- [Work item]
Where the records below show a line containing "function drawText(font, color, halo, rows, align", start copying; end with the line containing "M963,333L969,346L731,407L723,381L784,365L789,381Z", and copy it too.
.....
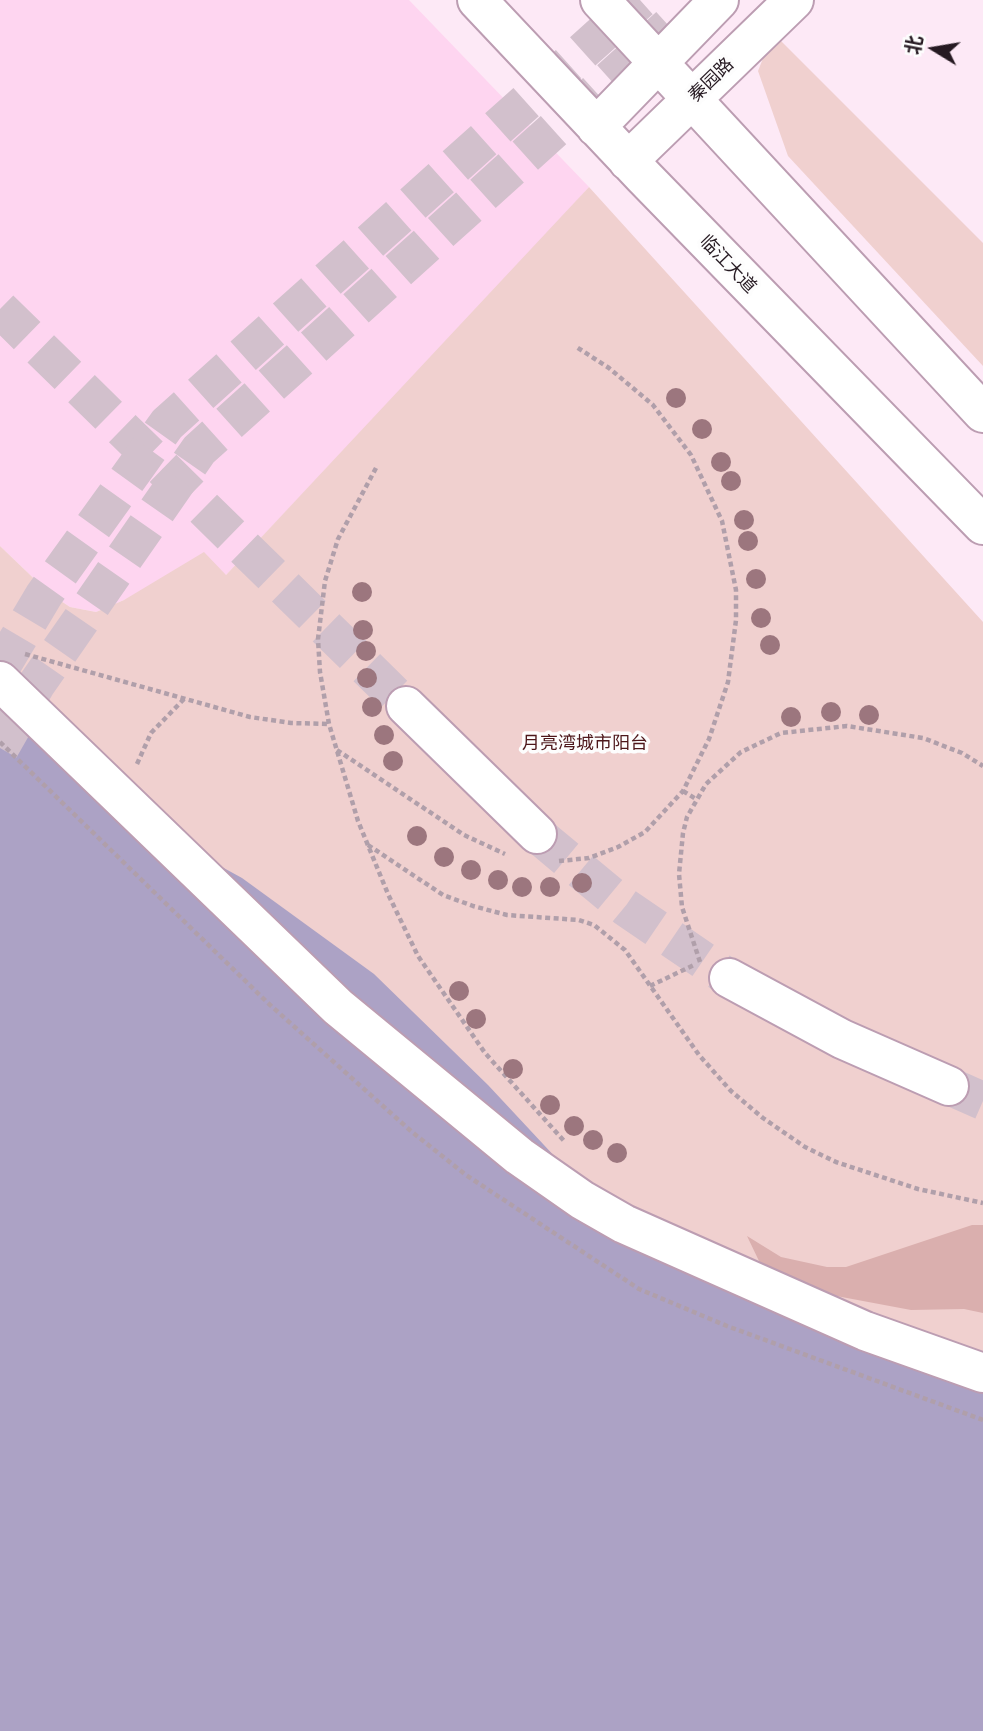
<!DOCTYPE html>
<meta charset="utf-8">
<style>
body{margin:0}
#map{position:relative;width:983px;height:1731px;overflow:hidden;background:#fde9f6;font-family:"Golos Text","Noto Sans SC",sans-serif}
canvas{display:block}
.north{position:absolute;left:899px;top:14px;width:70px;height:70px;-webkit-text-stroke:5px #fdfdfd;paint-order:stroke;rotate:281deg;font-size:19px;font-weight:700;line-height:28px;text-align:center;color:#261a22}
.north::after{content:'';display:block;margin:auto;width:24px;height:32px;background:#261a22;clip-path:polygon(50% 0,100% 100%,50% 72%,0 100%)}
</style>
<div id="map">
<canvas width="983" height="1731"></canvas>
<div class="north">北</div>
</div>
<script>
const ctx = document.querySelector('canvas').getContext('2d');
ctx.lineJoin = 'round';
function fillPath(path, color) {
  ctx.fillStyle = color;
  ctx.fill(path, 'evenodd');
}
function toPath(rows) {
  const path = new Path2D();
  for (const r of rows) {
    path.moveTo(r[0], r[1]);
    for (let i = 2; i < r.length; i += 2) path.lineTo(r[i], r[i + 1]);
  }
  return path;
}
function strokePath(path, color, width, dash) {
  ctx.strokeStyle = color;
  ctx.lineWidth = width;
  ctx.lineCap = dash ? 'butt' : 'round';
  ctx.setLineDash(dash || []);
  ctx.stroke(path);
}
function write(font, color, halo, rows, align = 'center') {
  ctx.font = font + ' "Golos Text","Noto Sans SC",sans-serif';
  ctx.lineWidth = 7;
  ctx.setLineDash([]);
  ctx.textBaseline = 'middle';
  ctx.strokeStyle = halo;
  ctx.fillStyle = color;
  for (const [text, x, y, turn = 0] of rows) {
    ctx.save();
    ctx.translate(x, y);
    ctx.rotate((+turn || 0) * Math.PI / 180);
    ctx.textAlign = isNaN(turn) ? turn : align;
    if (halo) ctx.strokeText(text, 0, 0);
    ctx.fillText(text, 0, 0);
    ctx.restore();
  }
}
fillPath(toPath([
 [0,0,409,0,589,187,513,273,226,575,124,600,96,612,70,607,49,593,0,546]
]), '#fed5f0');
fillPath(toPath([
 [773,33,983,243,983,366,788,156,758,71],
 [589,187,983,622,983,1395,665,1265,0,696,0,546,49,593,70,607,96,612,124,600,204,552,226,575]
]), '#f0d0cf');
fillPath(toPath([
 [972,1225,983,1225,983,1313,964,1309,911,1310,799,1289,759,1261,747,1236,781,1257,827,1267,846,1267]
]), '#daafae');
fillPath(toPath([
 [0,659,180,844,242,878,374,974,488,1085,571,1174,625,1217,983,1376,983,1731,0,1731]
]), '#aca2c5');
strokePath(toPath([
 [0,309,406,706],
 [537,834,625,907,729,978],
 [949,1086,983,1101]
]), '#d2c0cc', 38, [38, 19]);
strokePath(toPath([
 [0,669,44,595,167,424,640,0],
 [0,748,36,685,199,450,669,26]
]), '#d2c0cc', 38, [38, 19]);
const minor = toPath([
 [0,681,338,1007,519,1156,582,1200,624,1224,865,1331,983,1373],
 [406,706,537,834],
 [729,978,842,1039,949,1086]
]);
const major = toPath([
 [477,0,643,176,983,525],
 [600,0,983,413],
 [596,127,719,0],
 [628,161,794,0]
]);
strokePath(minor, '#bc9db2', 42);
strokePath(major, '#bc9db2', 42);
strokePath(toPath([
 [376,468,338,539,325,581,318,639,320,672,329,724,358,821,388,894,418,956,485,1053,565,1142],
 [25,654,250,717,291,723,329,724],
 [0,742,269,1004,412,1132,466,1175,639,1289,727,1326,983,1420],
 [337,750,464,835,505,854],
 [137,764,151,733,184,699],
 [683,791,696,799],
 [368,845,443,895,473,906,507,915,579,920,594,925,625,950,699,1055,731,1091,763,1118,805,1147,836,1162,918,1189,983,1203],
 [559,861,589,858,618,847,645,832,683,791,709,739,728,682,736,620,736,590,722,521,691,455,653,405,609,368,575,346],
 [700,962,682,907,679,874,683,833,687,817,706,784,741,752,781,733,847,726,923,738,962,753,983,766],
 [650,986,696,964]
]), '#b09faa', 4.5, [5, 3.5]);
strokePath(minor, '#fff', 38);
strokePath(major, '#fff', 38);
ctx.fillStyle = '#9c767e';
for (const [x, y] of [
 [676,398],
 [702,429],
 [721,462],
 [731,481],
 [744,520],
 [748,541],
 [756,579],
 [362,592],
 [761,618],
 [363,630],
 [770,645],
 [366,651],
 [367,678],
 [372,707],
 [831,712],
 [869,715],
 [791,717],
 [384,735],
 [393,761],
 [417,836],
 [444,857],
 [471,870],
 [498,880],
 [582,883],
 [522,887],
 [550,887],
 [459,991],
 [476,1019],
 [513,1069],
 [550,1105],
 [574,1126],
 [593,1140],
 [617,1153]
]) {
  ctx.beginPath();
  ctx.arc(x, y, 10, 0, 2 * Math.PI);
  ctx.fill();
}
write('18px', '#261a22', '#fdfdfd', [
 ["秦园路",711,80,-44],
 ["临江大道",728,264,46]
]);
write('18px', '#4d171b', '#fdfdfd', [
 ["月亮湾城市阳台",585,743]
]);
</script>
.....
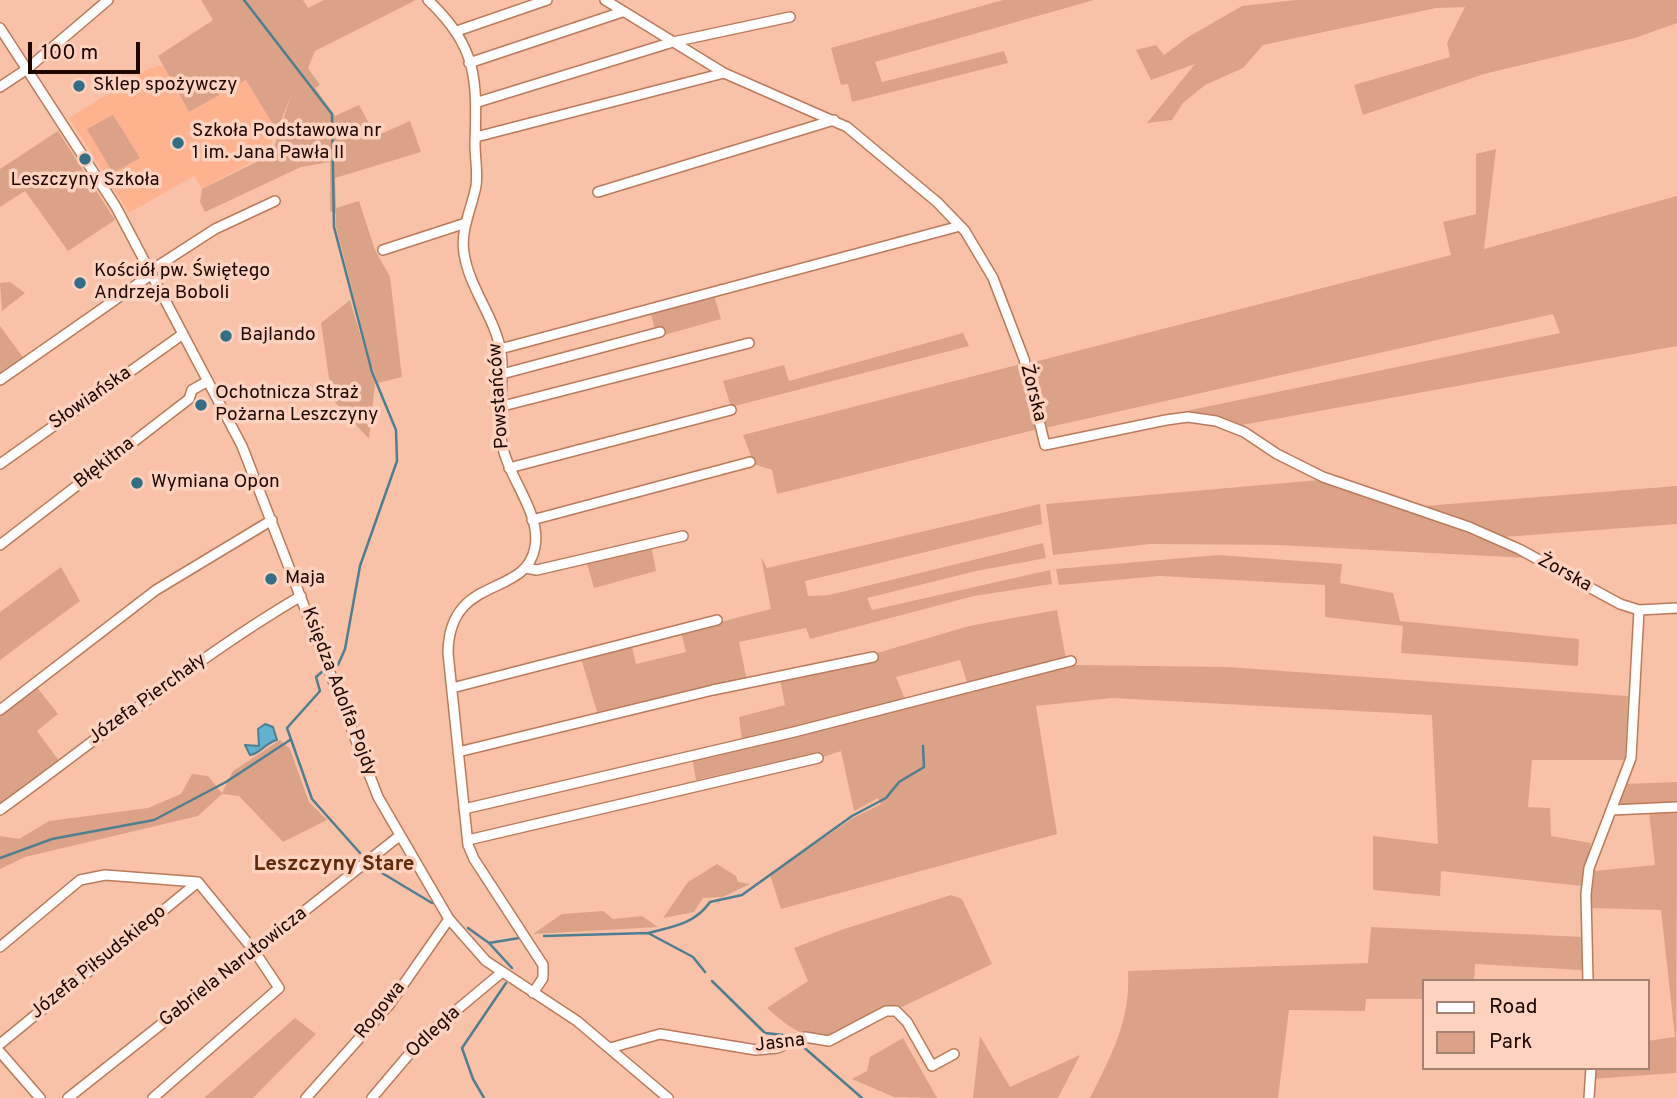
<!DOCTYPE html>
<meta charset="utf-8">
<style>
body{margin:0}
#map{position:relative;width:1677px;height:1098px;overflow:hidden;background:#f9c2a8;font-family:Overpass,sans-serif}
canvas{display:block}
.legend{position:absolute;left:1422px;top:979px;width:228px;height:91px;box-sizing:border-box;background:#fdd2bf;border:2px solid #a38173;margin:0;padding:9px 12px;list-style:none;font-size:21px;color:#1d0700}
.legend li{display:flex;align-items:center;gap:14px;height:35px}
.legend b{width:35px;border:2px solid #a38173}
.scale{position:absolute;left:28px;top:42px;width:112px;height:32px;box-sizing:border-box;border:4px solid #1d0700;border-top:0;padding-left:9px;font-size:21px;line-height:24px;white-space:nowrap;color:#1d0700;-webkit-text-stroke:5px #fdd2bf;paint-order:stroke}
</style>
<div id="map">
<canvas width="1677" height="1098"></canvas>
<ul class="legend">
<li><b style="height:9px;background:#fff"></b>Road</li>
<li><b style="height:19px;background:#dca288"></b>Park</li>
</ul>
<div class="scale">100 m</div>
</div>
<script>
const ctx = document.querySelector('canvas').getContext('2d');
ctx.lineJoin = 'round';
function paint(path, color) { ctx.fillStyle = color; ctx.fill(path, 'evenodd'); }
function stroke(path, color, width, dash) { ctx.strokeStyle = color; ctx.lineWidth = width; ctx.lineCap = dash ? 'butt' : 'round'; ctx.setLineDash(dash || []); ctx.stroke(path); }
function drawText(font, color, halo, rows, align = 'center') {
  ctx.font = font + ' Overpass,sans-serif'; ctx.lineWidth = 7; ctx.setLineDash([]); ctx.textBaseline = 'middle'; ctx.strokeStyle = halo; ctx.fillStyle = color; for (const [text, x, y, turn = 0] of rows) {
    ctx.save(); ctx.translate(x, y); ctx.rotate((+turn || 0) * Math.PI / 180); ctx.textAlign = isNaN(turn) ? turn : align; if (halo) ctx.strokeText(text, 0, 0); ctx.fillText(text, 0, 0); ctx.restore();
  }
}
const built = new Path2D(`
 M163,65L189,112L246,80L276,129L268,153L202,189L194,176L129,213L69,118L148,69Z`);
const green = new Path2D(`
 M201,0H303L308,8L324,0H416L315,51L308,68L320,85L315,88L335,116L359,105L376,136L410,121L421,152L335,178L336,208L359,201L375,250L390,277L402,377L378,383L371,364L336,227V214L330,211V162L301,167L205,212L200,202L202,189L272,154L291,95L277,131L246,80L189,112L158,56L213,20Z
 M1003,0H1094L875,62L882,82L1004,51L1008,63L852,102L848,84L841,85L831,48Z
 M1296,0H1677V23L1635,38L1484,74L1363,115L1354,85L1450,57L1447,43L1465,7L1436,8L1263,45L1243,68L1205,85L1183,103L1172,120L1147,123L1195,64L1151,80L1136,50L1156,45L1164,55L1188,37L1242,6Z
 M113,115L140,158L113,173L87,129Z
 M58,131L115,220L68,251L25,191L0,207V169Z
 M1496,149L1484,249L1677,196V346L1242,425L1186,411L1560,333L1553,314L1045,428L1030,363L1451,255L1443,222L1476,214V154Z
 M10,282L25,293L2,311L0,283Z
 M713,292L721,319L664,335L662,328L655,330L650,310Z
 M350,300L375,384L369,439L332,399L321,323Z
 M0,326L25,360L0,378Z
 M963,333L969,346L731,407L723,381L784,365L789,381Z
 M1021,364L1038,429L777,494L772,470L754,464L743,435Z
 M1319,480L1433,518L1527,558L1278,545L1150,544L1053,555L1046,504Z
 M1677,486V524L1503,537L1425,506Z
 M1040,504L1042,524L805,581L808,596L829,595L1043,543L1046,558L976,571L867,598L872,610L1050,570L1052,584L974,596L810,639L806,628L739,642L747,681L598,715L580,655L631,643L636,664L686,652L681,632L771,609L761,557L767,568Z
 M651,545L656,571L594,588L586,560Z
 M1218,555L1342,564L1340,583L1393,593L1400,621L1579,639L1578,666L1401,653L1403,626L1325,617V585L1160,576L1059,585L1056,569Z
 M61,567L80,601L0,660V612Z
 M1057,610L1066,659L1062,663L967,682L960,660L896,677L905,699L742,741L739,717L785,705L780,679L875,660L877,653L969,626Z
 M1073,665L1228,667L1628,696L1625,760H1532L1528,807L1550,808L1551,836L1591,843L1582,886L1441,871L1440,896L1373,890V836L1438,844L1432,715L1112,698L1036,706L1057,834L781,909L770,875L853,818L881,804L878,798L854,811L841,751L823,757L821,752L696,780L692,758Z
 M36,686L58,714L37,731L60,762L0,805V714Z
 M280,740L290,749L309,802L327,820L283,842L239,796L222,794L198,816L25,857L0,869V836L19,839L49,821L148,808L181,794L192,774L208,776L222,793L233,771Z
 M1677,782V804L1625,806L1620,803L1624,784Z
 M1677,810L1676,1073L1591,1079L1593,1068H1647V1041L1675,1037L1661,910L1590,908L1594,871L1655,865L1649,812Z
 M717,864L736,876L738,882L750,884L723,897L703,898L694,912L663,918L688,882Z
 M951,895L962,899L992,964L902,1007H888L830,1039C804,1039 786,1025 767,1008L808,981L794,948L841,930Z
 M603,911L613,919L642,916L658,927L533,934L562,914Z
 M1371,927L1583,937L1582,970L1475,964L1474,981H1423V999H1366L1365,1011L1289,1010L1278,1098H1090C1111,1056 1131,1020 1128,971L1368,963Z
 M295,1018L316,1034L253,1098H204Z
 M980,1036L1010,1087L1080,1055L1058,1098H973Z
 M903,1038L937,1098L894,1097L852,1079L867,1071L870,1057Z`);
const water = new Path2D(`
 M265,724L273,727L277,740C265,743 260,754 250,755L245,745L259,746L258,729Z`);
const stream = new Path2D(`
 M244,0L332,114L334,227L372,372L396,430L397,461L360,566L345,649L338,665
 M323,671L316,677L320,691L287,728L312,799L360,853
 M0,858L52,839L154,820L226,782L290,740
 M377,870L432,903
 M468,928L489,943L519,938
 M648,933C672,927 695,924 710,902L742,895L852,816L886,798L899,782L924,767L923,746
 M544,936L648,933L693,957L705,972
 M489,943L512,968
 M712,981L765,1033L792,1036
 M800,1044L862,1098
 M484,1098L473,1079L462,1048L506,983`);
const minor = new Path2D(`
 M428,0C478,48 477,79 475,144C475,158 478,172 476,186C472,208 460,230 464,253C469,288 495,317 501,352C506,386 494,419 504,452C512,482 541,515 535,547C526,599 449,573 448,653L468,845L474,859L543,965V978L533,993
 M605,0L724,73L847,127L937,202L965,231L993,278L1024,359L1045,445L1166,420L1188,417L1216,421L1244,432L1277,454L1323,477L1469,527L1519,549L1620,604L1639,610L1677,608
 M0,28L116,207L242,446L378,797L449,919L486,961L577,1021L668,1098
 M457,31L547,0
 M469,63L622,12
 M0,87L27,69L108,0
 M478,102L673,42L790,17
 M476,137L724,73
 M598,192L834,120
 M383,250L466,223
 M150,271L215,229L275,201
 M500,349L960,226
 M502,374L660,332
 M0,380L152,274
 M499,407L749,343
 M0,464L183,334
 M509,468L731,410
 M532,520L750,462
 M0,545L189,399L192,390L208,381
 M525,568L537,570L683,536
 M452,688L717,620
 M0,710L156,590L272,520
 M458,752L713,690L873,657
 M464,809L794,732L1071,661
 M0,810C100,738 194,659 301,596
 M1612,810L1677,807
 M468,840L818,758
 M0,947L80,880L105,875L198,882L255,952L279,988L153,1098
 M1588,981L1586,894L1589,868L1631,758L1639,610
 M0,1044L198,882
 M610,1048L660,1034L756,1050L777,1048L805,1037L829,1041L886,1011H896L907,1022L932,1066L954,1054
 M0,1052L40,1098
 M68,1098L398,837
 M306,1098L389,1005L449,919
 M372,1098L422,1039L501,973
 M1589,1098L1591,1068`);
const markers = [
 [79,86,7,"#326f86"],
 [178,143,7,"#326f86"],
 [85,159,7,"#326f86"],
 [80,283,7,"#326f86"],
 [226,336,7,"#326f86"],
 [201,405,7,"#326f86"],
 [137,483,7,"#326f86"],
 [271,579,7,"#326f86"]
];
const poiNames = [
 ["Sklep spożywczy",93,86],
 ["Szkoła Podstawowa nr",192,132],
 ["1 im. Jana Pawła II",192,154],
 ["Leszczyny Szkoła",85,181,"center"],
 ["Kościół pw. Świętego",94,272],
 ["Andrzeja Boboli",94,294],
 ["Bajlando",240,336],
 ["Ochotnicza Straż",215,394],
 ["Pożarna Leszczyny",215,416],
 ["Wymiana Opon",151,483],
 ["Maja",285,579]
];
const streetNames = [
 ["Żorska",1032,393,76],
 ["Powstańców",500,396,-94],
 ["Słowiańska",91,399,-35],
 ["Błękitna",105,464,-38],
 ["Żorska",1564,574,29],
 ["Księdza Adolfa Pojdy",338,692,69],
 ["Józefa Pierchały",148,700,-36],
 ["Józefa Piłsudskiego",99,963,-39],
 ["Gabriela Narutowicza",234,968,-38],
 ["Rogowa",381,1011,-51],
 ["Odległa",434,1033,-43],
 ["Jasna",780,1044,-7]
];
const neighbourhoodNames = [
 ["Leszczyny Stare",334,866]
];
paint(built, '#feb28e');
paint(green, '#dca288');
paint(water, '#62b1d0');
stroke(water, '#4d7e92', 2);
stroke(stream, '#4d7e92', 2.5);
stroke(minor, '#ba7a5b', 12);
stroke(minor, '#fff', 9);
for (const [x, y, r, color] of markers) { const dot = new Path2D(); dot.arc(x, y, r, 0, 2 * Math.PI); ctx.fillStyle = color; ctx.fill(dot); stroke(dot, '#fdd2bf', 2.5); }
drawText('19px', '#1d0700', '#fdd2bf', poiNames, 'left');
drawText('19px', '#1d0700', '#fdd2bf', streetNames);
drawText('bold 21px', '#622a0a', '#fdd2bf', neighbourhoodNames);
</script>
.....
- [Task solution]
function drawText(font, color, halo, rows, align = 'center') {
  ctx.font = font + ' Overpass,sans-serif'; ctx.lineWidth = 7; ctx.setLineDash([]); ctx.textBaseline = 'middle'; ctx.strokeStyle = halo; ctx.fillStyle = color; for (const [text, x, y, turn = 0] of rows) {
    ctx.save(); ctx.translate(x, y); ctx.rotate((+turn || 0) * Math.PI / 180); ctx.textAlign = isNaN(turn) ? turn : align; if (halo) ctx.strokeText(text, 0, 0); ctx.fillText(text, 0, 0); ctx.restore();
  }
}
const built = new Path2D(`
 M163,65L189,112L246,80L276,129L268,153L202,189L194,176L129,213L69,118L148,69Z`);
const green = new Path2D(`
 M201,0H303L308,8L324,0H416L315,51L308,68L320,85L315,88L335,116L359,105L376,136L410,121L421,152L335,178L336,208L359,201L375,250L390,277L402,377L378,383L371,364L336,227V214L330,211V162L301,167L205,212L200,202L202,189L272,154L291,95L277,131L246,80L189,112L158,56L213,20Z
 M1003,0H1094L875,62L882,82L1004,51L1008,63L852,102L848,84L841,85L831,48Z
 M1296,0H1677V23L1635,38L1484,74L1363,115L1354,85L1450,57L1447,43L1465,7L1436,8L1263,45L1243,68L1205,85L1183,103L1172,120L1147,123L1195,64L1151,80L1136,50L1156,45L1164,55L1188,37L1242,6Z
 M113,115L140,158L113,173L87,129Z
 M58,131L115,220L68,251L25,191L0,207V169Z
 M1496,149L1484,249L1677,196V346L1242,425L1186,411L1560,333L1553,314L1045,428L1030,363L1451,255L1443,222L1476,214V154Z
 M10,282L25,293L2,311L0,283Z
 M713,292L721,319L664,335L662,328L655,330L650,310Z
 M350,300L375,384L369,439L332,399L321,323Z
 M0,326L25,360L0,378Z
 M963,333L969,346L731,407L723,381L784,365L789,381Z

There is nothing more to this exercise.